# [WORK ITEM]
Read through the data, and wherever a line holds the word "Brychan", write that line out.

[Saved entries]
*** Begin section ***

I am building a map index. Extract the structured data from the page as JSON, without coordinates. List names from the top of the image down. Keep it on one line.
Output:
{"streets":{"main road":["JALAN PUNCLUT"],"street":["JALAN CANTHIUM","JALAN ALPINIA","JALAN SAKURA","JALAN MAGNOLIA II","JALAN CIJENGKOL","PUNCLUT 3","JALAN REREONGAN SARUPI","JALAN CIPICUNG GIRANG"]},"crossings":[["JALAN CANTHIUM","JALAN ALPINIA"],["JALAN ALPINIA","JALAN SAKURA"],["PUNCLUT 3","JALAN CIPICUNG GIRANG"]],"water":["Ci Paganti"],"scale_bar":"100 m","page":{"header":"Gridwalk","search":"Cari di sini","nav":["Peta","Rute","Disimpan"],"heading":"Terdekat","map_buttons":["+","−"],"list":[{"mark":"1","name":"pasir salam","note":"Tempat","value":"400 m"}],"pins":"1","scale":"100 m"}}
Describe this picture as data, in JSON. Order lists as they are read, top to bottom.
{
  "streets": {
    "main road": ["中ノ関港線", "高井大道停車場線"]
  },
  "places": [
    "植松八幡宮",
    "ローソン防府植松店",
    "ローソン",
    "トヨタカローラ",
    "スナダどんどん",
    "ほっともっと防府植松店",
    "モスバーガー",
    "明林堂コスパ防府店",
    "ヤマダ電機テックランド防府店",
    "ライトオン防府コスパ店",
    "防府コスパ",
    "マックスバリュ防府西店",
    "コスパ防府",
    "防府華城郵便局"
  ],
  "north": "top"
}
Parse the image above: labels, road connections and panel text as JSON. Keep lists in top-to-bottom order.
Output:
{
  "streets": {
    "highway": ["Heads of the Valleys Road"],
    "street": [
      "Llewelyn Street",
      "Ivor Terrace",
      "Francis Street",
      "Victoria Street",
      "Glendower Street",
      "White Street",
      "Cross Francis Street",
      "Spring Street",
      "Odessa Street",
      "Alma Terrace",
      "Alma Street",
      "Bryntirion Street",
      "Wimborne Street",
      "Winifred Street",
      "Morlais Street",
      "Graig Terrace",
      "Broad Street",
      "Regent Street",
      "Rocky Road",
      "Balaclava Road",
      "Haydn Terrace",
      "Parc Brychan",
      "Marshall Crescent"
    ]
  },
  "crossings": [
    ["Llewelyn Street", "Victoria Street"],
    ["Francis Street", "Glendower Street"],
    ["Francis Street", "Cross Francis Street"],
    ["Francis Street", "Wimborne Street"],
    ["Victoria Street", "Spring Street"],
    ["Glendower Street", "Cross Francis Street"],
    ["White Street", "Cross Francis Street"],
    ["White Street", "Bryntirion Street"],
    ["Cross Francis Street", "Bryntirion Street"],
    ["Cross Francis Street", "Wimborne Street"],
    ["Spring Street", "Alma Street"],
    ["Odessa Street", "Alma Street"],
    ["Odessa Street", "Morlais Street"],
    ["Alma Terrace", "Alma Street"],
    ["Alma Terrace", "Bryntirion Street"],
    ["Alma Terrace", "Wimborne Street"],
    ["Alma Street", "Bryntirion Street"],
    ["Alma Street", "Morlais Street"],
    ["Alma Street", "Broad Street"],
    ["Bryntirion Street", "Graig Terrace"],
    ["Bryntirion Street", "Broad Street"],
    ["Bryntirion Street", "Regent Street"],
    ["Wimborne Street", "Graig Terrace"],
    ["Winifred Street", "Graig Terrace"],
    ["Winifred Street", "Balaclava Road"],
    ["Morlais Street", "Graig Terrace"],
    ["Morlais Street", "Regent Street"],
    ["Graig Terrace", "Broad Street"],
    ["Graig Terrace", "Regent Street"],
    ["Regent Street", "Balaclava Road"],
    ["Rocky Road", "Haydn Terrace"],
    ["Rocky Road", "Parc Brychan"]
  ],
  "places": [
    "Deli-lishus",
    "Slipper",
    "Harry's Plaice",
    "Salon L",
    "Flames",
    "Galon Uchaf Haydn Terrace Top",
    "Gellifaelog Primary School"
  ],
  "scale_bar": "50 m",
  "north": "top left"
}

*** End section ***

# [ANSWER]
      "Parc Brychan",
    ["Rocky Road", "Parc Brychan"]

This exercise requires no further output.